Transient Fluid Flow during Steady Continuous Casting of Steel Slabs: Part I. Measurements and Modeling of Two-phase Flow

Abstract

Unstable mold flow could induce surface velocity and level fluctuations, and entrain slag, leading to surface defects during continuous casting of steel. Both argon gas injection and Electro-Magnetic Braking (EMBr) greatly affect transient mold flow and stability. Part I of this two-part article investigates transient flow of steel and argon in the nozzle and mold during nominally steady-state casting using both plant measurements and computational modeling. Nail board dipping measurements are employed to quantify transient surface level, surface velocity, flow direction, and slag depth. Transient flow in the nozzle and strand is modeled using Large Eddy Simulation (LES) coupled with the Lagrangian Discrete Phase Model (DPM) for argon gas injection. The surface level of the molten steel fluctuates due to sloshing and shows greater fluctuations near the nozzle. The slag level fluctuates with time according to the lifting force of the molten steel motion below. Surface flow shows a classic double roll pattern with transient cross-flow between the Inside Radius (IR) and the Outside Radius (OR), and varies with fluctuations up to ~50% of the average velocity magnitude.
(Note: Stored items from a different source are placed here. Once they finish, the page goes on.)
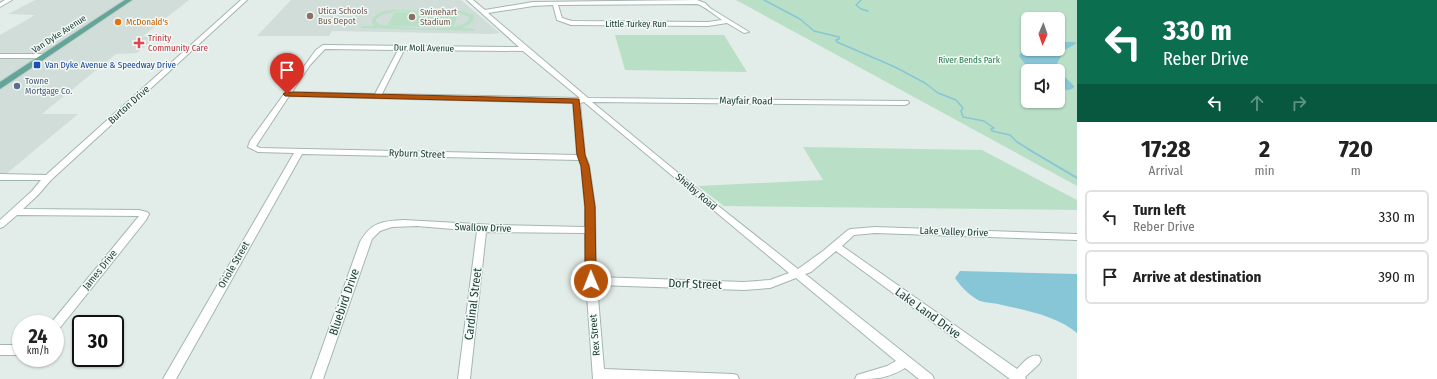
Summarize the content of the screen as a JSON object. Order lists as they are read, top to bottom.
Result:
{
  "streets": {
    "main road": ["Van Dyke Avenue"],
    "street": [
      "Little Turkey Run",
      "Dur Moll Avenue",
      "Mayfair Road",
      "Burton Drive",
      "Ryburn Street",
      "Shelby Road",
      "Swallow Drive",
      "Lake Valley Drive",
      "Oriole Street",
      "James Drive",
      "Dorf Street",
      "Bluebird Drive",
      "Cardinal Street",
      "Lake Land Drive",
      "Rex Street"
    ]
  },
  "crossings": [
    ["Dur Moll Avenue", "Mayfair Road"],
    ["Dur Moll Avenue", "Ryburn Street"],
    ["Dur Moll Avenue", "Shelby Road"],
    ["Mayfair Road", "Ryburn Street"],
    ["Mayfair Road", "Shelby Road"],
    ["Mayfair Road", "Rex Street"],
    ["Burton Drive", "James Drive"],
    ["Ryburn Street", "Oriole Street"],
    ["Ryburn Street", "Rex Street"],
    ["Shelby Road", "Lake Valley Drive"],
    ["Shelby Road", "Dorf Street"],
    ["Shelby Road", "Rex Street"],
    ["Swallow Drive", "Bluebird Drive"],
    ["Swallow Drive", "Cardinal Street"],
    ["Swallow Drive", "Rex Street"],
    ["Lake Valley Drive", "Dorf Street"],
    ["Lake Valley Drive", "Lake Land Drive"],
    ["Dorf Street", "Rex Street"]
  ],
  "parks": ["River Bends Park"],
  "places": {
    "other": [
      "Utica Schools Bus Depot",
      "Swinehart Stadium",
      "McDonald's",
      "Towne Mortgage Co."
    ],
    "health": ["Trinity Community Care"],
    "transit": ["Van Dyke Avenue & Speedway Drive"]
  },
  "north": "bottom",
  "page": {
    "turn": ["330 m", "Reber Drive"],
    "eta": [
      "17:28",
      "Arrival",
      "2",
      "min",
      "720",
      "m"
    ],
    "list": [
      {
        "name": "Turn left",
        "note": "Reber Drive",
        "value": "330 m"
      },
      {
        "name": "Arrive at destination",
        "value": "390 m"
      }
    ],
    "speed": "24 km/h",
    "limit": "30"
  }
}
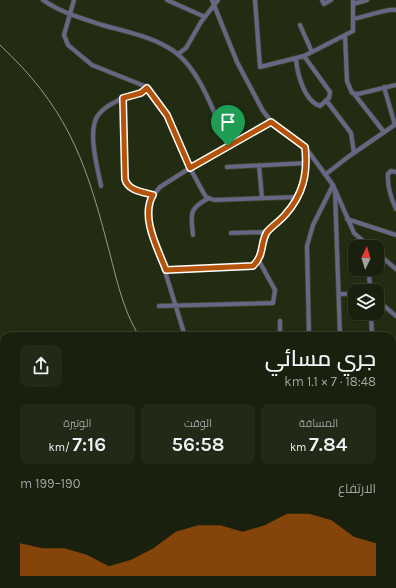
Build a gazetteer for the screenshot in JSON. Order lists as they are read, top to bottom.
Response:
{
  "north": "top",
  "page": {
    "heading": ["جري مسائي", "18:48 · 7 × 1.1 km"],
    "stats": [
      ["المسافة", "7.84 km"],
      ["الوقت", "56:58"],
      ["الوتيرة", "7:16 /km"]
    ],
    "chart": ["الارتفاع", "190–199 m"]
  }
}
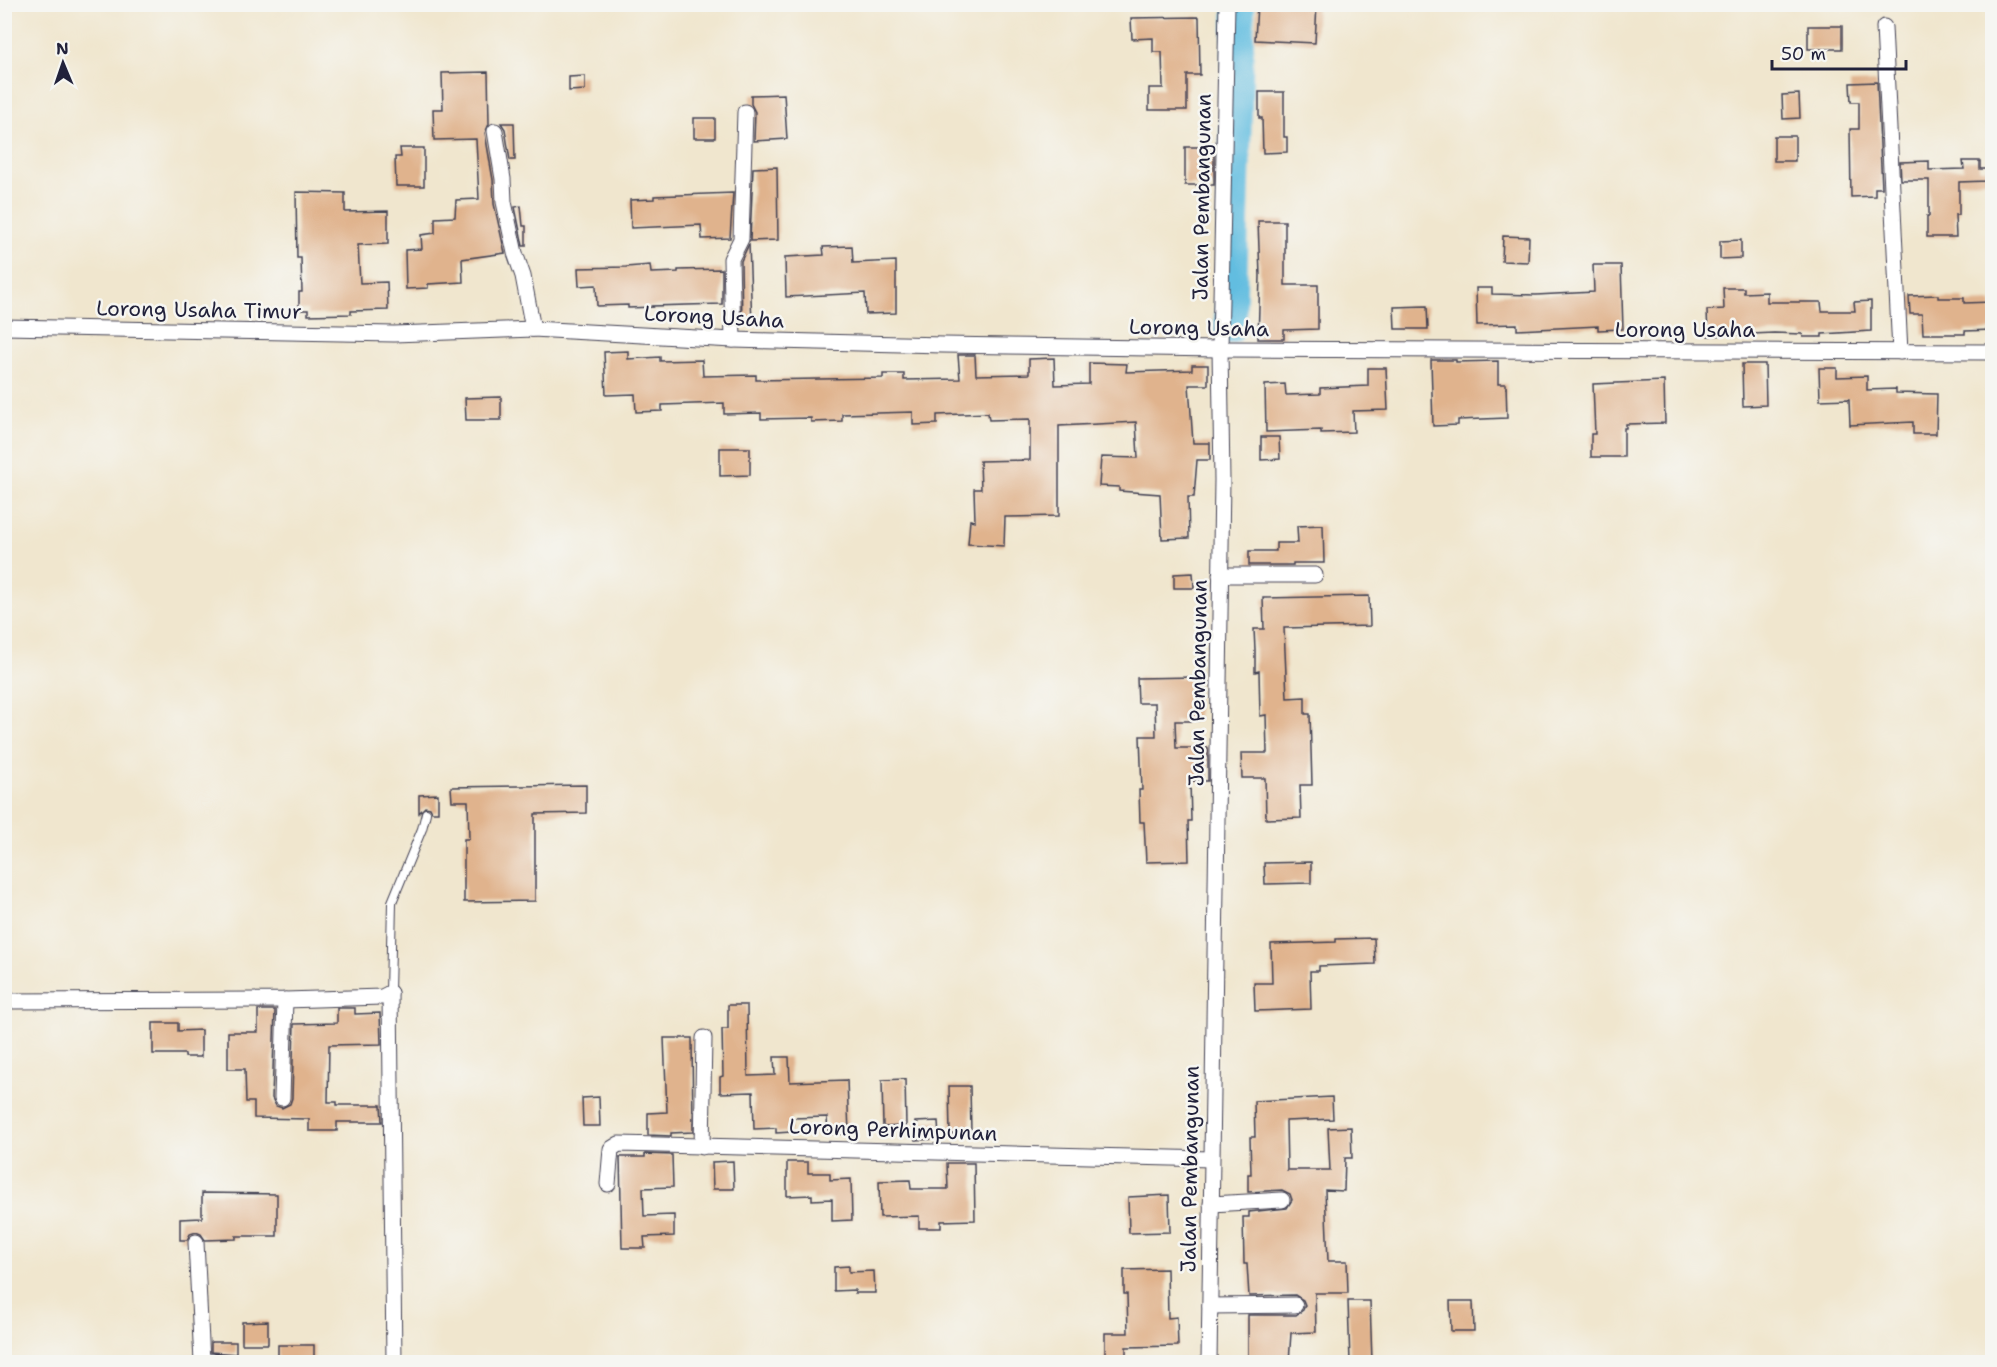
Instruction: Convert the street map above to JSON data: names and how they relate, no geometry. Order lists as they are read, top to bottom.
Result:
{
  "streets": {
    "street": [
      "Jalan Pembangunan",
      "Lorong Usaha Timur",
      "Lorong Usaha",
      "Lorong Perhimpunan"
    ]
  },
  "crossings": [
    ["Jalan Pembangunan", "Lorong Usaha"],
    ["Jalan Pembangunan", "Lorong Perhimpunan"],
    ["Lorong Usaha Timur", "Lorong Usaha"]
  ],
  "scale_bar": "50 m",
  "north": "top"
}
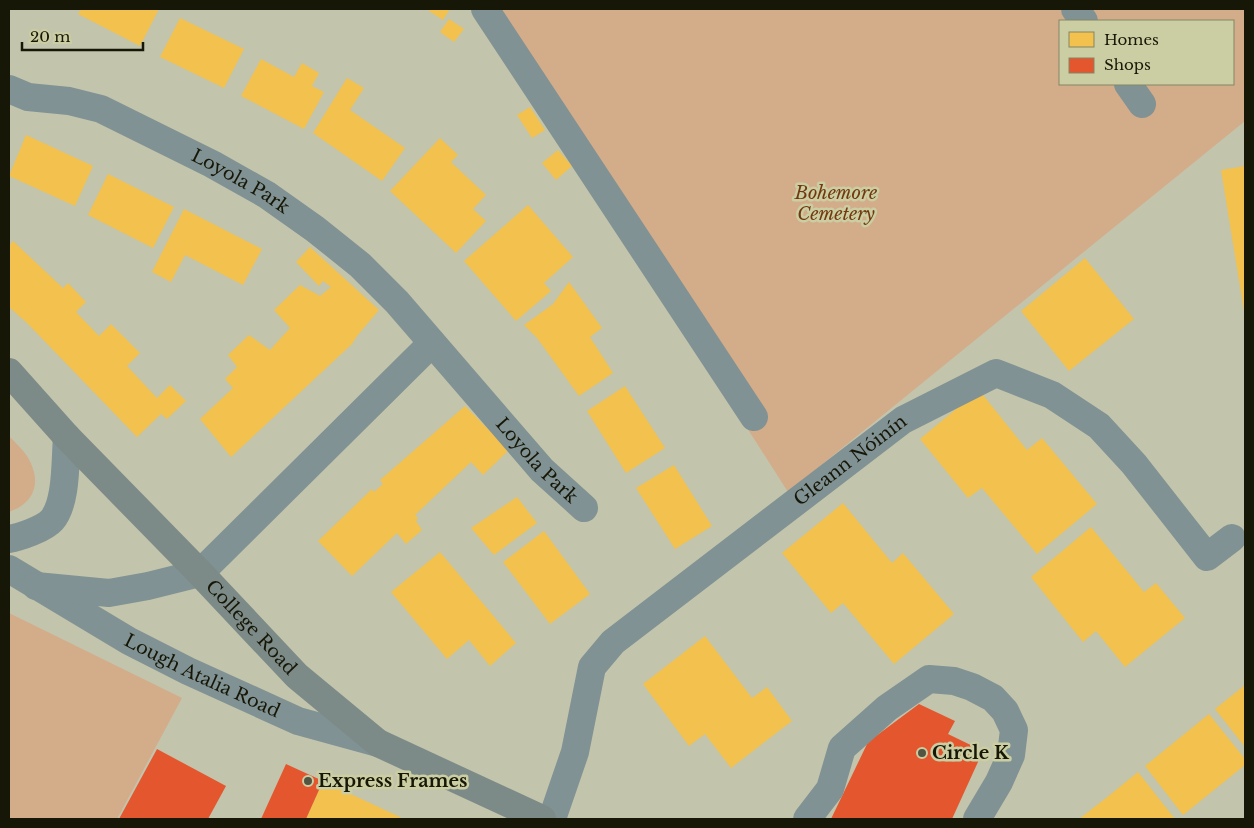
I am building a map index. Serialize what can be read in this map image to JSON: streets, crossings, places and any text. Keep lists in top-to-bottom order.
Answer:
{
  "streets": {
    "main road": ["College Road"],
    "street": ["Loyola Park", "Gleann Nóinín", "Lough Atalia Road"]
  },
  "crossings": [
    ["College Road", "Lough Atalia Road"]
  ],
  "parks": ["Bohemore Cemetery"],
  "places": ["Circle K", "Express Frames"],
  "legend": ["Homes", "Shops"],
  "scale_bar": "20 m"
}
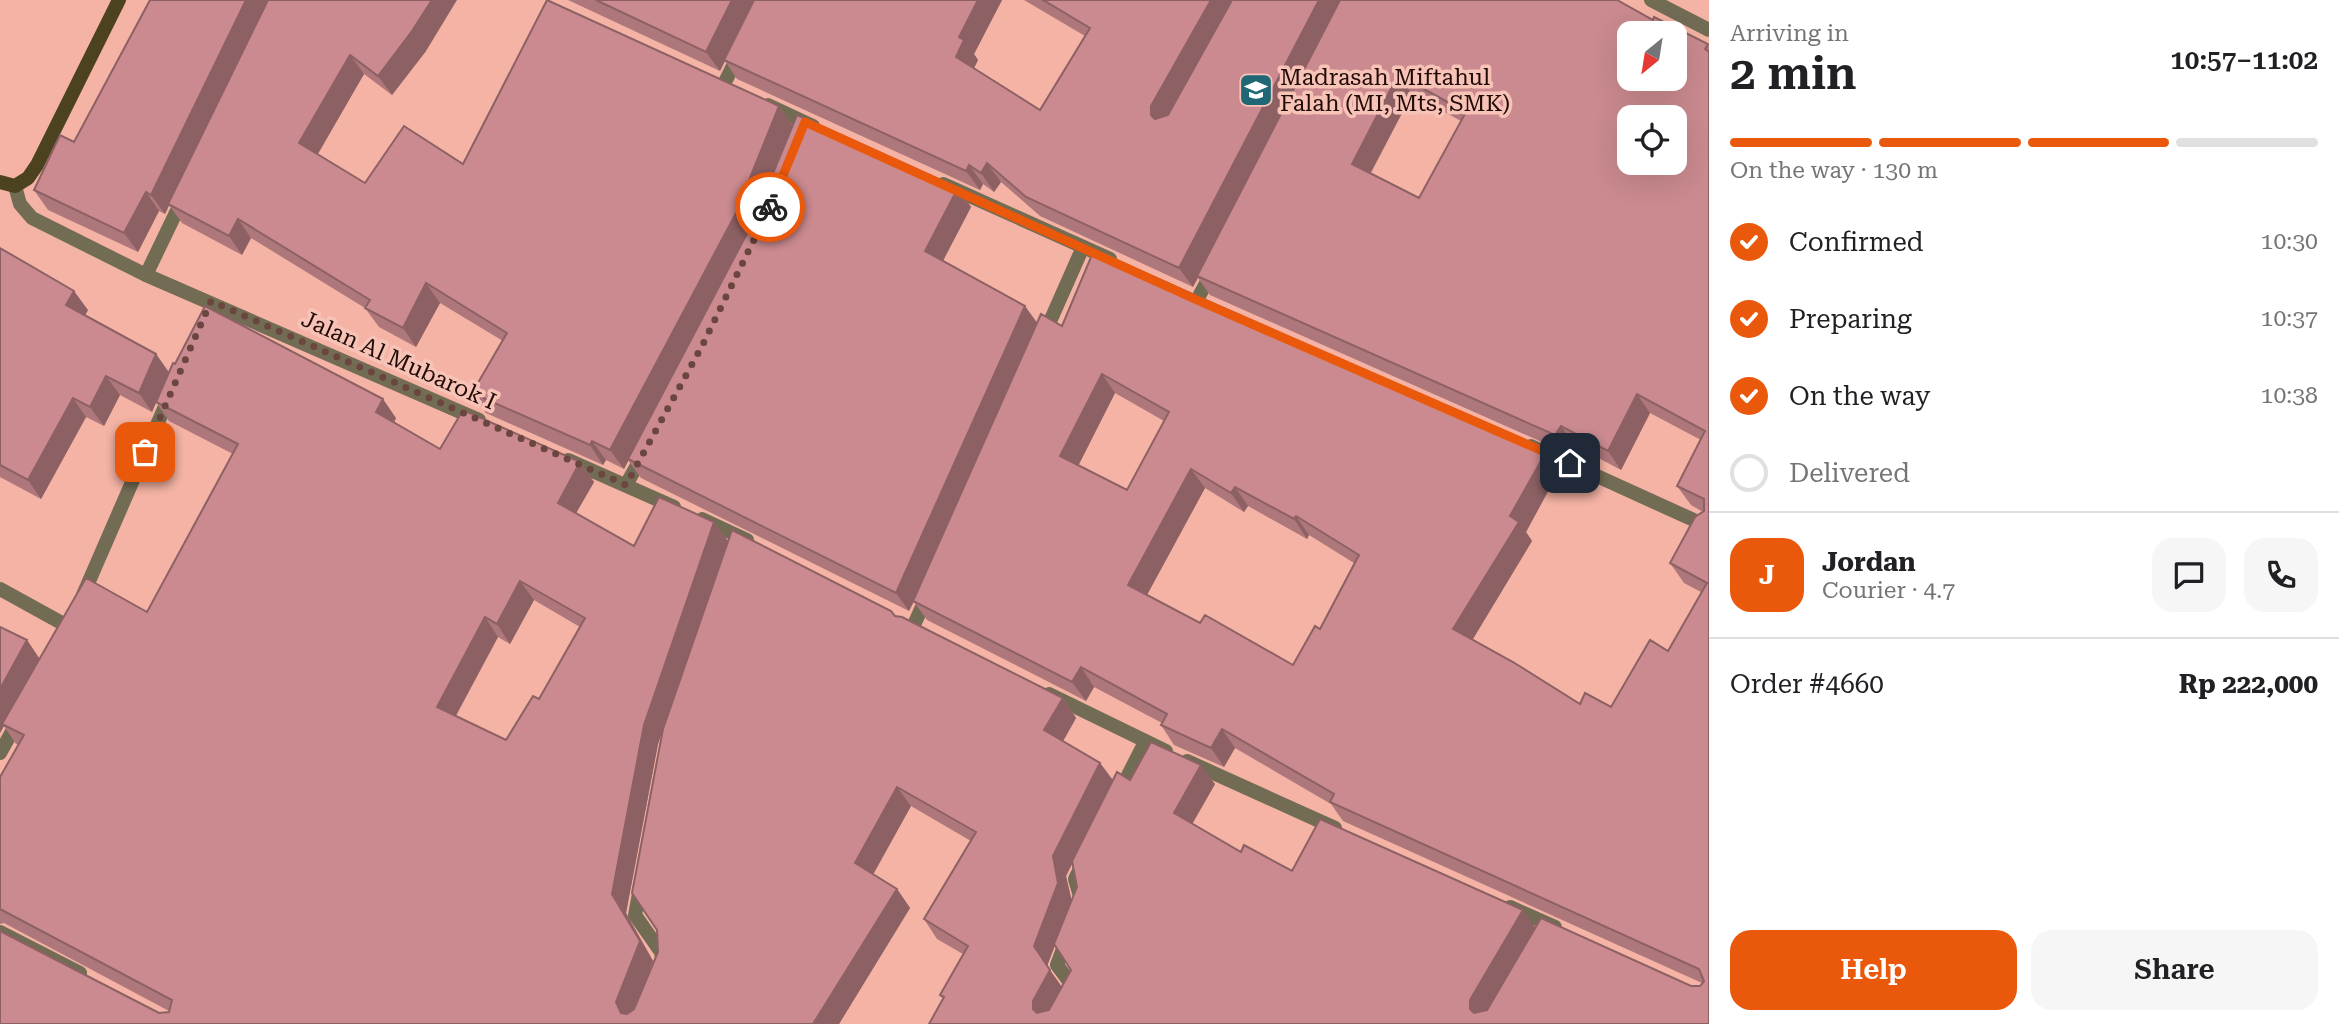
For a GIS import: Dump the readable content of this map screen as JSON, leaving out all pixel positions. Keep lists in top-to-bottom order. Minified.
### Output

The LES results suggest that these transient phenomena at the surface are induced by up-and-down jet wobbling caused by transient swirl in the slide-gate nozzle. The jet wobbling influences transient argon gas distribution and the location of jet impingement on the Narrow Face (NF), resulting in variations of surface level and velocity. A power-spectrum analysis of the predicted jet velocity revealed strong peaks at several characteristic frequencies from 0.5–2 Hz (0.5–2 sec).